> [WHAT NEEDS TO BE DONE]: Search the data for the word "Icaraí" and copy every line that contains it.

Dataset entries
####################
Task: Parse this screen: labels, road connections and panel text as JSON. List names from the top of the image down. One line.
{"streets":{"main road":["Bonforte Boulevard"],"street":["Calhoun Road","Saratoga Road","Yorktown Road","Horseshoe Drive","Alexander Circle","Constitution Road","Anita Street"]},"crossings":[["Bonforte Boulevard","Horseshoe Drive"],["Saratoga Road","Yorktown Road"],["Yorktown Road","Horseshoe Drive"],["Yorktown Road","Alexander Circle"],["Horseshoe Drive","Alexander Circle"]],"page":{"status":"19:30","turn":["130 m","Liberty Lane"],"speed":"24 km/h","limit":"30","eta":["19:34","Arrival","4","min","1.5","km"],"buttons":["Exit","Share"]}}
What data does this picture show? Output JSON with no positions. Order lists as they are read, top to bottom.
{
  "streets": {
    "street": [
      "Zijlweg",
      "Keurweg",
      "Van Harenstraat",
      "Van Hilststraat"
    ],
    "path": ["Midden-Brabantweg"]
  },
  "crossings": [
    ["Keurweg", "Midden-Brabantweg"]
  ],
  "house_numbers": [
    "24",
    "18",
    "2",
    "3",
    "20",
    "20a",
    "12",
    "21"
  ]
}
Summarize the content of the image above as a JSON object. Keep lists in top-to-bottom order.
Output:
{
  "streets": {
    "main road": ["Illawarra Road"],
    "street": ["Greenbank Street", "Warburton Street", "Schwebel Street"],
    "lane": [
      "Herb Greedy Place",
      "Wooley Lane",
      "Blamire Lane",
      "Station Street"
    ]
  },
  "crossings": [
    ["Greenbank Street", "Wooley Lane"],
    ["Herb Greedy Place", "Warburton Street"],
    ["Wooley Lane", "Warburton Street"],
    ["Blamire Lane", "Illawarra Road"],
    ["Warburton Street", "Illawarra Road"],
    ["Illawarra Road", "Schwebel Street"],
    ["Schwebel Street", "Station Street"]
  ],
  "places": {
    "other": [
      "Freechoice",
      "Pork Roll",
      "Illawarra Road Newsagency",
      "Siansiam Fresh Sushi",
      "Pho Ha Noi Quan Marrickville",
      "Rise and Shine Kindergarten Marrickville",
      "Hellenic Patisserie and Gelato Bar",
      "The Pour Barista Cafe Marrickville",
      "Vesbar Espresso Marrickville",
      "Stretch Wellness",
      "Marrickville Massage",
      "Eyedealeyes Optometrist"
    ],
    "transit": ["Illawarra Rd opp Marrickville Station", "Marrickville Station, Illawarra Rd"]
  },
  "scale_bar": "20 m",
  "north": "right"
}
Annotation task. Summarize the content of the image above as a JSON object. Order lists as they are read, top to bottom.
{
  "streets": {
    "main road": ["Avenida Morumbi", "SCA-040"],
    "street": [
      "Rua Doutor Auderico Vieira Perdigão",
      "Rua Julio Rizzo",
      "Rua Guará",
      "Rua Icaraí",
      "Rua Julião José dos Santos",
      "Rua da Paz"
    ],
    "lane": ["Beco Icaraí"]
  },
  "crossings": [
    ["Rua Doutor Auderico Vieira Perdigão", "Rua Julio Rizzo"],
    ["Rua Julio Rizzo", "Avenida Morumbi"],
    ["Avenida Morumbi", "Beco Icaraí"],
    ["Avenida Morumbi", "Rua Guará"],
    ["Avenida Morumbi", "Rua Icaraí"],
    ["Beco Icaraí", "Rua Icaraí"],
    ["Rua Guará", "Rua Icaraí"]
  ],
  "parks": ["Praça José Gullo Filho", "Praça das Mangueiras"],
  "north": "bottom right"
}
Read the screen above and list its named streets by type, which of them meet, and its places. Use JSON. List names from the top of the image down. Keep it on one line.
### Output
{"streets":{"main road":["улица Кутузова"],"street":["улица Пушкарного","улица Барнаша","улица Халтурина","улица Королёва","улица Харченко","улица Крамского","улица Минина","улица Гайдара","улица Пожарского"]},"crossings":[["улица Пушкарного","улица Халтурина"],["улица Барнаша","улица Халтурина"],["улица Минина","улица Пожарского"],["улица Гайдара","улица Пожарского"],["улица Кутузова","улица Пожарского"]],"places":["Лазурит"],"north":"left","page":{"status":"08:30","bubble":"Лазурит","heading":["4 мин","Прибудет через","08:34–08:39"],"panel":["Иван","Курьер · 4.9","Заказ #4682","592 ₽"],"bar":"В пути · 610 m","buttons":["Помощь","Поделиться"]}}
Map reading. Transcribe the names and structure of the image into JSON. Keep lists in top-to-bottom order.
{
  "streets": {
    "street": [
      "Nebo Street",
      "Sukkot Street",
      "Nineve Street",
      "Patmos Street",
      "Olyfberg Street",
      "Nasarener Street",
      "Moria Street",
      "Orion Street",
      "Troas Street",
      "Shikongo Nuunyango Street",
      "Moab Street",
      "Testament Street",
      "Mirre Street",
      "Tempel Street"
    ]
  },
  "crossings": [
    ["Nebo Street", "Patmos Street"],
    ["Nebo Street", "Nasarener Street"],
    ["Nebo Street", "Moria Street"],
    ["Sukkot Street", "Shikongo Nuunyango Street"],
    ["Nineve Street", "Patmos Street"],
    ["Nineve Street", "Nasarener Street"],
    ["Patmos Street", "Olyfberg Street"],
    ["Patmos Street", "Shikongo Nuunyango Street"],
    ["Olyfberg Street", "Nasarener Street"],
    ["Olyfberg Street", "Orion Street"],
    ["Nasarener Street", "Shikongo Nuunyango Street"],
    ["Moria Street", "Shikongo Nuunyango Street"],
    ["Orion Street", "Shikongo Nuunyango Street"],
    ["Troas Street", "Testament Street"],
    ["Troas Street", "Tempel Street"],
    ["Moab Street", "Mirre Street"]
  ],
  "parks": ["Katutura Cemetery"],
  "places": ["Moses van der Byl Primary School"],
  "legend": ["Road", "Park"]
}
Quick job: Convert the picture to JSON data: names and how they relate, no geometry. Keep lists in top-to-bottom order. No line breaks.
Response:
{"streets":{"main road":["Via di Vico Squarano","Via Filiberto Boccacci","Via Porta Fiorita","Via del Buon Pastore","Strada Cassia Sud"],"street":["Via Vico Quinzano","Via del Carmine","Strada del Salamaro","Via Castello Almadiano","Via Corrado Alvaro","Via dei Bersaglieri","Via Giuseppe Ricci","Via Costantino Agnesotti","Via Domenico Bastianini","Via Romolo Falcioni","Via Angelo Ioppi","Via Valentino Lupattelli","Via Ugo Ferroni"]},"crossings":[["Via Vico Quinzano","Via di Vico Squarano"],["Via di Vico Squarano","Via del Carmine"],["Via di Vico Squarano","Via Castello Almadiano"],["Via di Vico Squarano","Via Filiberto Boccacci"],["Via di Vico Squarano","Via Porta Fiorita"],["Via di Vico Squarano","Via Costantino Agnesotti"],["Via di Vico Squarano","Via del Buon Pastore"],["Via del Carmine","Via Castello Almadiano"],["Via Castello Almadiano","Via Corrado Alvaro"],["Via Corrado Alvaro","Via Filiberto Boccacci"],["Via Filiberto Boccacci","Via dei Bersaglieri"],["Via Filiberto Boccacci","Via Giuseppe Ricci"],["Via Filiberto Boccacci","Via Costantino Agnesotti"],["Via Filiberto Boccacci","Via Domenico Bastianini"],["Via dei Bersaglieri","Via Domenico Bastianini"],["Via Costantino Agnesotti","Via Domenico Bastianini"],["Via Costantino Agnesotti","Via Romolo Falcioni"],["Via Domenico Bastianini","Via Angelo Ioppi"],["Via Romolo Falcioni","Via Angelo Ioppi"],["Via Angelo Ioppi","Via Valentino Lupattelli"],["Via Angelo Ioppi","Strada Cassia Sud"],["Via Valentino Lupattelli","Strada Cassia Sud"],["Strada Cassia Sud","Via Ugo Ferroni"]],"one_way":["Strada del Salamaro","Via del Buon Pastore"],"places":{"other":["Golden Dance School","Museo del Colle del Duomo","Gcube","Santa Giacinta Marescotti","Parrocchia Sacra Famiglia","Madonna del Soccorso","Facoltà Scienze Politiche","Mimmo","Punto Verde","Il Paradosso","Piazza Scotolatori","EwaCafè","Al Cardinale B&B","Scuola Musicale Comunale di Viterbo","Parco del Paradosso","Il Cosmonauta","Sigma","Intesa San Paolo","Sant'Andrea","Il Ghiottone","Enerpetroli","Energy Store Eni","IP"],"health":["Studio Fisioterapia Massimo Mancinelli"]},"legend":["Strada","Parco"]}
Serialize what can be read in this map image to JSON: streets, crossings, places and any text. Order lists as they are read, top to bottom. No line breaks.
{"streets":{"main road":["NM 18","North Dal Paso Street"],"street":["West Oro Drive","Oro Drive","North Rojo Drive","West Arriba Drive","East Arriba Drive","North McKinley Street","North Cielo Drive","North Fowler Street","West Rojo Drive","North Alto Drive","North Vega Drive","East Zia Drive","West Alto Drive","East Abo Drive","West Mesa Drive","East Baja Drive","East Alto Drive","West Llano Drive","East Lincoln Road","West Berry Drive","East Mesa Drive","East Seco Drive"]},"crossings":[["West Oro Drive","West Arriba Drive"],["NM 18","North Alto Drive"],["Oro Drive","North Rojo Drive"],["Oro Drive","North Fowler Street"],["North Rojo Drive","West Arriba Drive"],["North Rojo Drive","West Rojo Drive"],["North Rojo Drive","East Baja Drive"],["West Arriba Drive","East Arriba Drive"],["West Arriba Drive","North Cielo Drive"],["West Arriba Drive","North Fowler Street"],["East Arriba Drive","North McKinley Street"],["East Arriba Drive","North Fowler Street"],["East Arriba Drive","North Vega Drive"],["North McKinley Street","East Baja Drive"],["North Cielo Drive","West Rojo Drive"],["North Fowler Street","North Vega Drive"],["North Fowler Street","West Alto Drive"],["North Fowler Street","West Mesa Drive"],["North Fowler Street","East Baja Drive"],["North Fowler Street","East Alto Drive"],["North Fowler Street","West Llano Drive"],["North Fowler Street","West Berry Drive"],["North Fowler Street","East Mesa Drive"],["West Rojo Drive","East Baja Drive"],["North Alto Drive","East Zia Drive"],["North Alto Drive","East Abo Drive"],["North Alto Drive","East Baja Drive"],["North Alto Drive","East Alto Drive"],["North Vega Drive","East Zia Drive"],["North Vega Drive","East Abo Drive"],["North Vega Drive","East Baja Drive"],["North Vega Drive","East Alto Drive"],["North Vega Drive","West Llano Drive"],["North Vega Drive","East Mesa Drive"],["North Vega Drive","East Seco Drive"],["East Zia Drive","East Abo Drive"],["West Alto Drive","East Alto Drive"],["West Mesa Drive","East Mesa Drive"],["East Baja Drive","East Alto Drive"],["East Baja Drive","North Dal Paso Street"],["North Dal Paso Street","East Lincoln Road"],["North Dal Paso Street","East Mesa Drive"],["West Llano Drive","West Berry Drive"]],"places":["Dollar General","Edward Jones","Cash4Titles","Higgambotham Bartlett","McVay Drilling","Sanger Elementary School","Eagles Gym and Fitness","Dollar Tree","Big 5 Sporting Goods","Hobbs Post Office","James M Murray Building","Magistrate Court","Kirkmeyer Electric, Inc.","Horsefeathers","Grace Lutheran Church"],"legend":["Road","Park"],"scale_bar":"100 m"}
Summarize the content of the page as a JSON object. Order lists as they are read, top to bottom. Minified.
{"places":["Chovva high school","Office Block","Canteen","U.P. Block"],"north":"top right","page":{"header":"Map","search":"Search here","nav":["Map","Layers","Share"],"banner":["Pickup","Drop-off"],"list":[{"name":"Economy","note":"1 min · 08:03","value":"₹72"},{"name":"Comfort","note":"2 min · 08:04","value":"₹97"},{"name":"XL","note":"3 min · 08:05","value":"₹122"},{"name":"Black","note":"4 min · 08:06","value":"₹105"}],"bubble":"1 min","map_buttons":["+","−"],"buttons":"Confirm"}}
####################
> [OUTPUT BELOW]:
      "Rua Icaraí",
    "lane": ["Beco Icaraí"]
    ["Avenida Morumbi", "Beco Icaraí"],
    ["Avenida Morumbi", "Rua Icaraí"],
    ["Beco Icaraí", "Rua Icaraí"],
    ["Rua Guará", "Rua Icaraí"]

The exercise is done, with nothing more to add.